● **GIVEN DATA**:

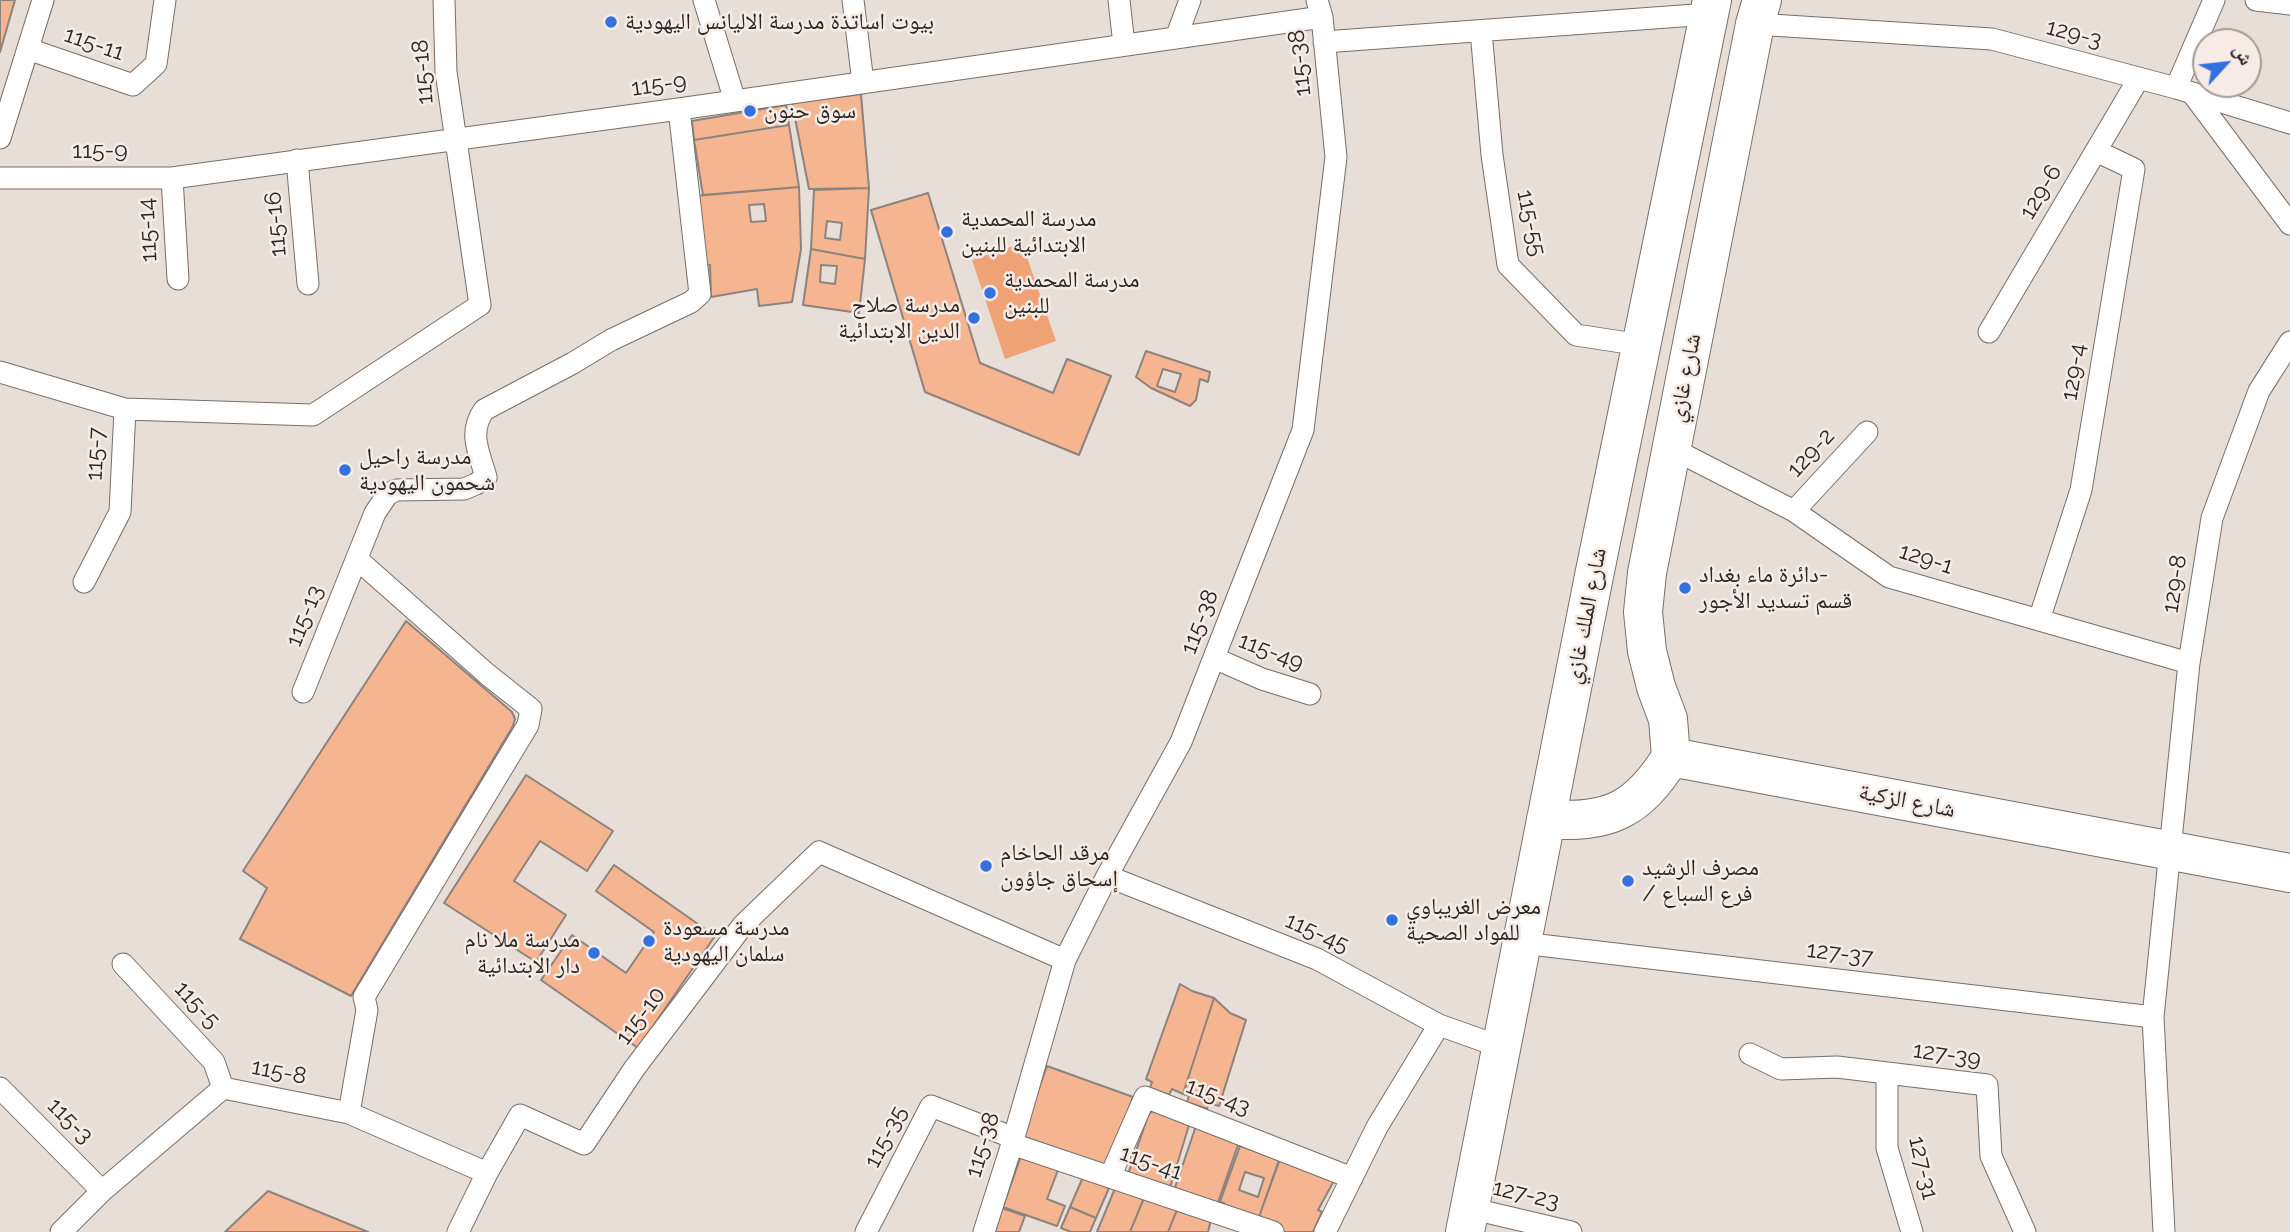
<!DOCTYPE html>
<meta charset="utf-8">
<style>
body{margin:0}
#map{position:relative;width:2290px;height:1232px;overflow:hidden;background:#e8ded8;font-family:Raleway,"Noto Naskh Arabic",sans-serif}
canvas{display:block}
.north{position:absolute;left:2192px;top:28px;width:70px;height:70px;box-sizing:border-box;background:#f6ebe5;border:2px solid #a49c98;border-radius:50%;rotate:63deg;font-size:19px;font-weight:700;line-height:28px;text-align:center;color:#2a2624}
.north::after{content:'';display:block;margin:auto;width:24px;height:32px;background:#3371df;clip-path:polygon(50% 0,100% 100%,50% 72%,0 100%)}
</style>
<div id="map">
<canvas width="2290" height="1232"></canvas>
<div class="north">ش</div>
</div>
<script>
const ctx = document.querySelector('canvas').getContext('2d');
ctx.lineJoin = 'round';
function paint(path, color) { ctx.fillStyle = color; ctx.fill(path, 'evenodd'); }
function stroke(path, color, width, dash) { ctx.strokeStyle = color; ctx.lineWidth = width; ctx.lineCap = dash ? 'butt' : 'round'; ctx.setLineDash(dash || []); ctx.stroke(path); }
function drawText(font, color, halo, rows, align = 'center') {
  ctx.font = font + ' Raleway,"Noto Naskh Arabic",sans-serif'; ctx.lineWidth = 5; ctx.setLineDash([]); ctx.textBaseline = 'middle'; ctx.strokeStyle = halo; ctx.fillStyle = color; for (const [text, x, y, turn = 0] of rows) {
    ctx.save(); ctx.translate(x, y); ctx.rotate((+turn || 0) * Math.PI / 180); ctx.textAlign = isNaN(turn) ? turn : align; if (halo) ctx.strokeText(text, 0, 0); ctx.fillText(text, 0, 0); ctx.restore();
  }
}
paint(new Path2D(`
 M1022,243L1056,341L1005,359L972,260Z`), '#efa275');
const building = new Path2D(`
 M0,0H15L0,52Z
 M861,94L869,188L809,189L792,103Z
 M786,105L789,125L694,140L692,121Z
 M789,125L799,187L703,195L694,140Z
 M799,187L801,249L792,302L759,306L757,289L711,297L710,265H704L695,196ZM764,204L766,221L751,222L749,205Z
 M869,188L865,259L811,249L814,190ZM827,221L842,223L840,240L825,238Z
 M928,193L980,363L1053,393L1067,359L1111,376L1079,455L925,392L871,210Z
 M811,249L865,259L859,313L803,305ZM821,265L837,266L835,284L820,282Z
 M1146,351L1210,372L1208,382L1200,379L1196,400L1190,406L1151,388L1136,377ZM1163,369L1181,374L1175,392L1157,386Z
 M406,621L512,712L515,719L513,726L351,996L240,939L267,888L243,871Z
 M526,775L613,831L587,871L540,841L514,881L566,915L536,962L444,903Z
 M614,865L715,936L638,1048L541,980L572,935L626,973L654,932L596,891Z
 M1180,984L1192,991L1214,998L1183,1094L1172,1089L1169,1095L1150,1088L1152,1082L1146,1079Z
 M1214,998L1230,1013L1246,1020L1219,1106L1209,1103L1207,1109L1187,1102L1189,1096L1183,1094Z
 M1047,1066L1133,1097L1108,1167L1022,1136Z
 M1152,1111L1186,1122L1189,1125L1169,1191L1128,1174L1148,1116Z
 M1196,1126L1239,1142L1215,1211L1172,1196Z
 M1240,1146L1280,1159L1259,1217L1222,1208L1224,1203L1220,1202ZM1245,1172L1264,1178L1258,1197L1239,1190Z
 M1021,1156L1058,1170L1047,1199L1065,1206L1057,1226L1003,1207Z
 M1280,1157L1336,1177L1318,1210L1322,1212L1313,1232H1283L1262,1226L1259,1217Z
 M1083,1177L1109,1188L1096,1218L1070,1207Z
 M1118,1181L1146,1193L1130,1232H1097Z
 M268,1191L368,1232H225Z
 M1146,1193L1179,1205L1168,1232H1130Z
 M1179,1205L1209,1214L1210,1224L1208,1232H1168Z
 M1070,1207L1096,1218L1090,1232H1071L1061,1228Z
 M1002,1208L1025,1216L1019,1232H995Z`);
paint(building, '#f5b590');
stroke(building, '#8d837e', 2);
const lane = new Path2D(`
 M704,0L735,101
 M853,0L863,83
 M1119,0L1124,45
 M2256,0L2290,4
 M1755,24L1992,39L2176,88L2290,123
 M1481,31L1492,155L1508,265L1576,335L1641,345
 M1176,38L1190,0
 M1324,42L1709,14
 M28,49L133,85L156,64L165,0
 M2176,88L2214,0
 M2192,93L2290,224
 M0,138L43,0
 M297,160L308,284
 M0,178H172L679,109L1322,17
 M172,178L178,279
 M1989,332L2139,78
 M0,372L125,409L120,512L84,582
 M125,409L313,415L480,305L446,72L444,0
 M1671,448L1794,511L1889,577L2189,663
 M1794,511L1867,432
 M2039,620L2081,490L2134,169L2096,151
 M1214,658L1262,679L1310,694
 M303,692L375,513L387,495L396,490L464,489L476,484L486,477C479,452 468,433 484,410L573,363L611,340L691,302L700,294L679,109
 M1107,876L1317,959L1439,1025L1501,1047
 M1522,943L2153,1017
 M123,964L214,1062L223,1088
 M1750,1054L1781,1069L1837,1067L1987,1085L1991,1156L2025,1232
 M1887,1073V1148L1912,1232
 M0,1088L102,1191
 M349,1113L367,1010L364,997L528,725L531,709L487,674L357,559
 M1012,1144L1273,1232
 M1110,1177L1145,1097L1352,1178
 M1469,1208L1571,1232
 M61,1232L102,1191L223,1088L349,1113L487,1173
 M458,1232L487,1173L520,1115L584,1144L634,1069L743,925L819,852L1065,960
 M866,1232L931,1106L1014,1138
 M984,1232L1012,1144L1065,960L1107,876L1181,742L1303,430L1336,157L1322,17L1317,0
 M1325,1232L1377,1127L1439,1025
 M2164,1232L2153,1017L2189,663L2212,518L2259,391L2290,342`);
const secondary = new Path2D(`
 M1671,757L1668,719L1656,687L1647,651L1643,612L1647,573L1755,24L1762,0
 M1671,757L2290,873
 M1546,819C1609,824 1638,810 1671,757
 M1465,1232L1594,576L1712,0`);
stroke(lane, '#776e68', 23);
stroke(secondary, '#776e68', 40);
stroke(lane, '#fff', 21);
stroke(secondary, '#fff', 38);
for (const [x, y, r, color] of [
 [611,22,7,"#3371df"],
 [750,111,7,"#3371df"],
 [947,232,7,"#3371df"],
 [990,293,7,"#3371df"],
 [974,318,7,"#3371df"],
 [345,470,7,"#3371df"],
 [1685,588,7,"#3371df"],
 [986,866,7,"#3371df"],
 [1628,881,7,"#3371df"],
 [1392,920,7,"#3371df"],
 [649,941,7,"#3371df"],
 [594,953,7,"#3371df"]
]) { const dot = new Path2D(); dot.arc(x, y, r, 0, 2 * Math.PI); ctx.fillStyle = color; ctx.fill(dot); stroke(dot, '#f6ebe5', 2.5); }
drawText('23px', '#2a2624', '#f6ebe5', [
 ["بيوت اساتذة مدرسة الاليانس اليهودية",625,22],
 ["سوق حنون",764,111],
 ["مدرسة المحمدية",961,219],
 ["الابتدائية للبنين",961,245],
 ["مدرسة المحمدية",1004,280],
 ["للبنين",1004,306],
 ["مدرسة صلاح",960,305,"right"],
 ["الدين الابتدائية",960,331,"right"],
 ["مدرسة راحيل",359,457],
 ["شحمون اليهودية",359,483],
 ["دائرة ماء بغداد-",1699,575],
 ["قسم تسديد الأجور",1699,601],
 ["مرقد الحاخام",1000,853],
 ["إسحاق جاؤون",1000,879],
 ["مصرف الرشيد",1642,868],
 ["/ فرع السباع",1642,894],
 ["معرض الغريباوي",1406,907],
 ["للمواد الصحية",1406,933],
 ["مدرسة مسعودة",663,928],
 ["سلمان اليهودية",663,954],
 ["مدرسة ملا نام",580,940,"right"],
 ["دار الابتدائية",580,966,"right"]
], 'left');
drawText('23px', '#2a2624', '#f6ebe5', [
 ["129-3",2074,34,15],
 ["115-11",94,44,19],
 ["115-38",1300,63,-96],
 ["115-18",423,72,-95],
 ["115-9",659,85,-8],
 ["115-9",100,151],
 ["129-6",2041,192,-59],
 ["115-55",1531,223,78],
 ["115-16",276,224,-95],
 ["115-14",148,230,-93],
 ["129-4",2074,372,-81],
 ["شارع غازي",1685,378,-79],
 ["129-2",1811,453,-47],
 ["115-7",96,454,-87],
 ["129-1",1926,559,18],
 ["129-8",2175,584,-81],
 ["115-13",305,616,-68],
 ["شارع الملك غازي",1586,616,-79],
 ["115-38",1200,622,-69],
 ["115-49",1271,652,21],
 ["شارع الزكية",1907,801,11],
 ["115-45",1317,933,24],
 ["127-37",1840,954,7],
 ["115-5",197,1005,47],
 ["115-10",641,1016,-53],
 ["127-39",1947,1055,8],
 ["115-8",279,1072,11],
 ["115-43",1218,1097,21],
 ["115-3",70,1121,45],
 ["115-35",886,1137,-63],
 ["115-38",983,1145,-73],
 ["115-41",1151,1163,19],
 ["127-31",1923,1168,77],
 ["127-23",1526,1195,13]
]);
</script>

● **ASSIGNMENT**:
Check each line of the entries for the string "rows". Copy the lines that have it.

● **THE COMPLETED TASK**:
function drawText(font, color, halo, rows, align = 'center') {
  ctx.font = font + ' Raleway,"Noto Naskh Arabic",sans-serif'; ctx.lineWidth = 5; ctx.setLineDash([]); ctx.textBaseline = 'middle'; ctx.strokeStyle = halo; ctx.fillStyle = color; for (const [text, x, y, turn = 0] of rows) {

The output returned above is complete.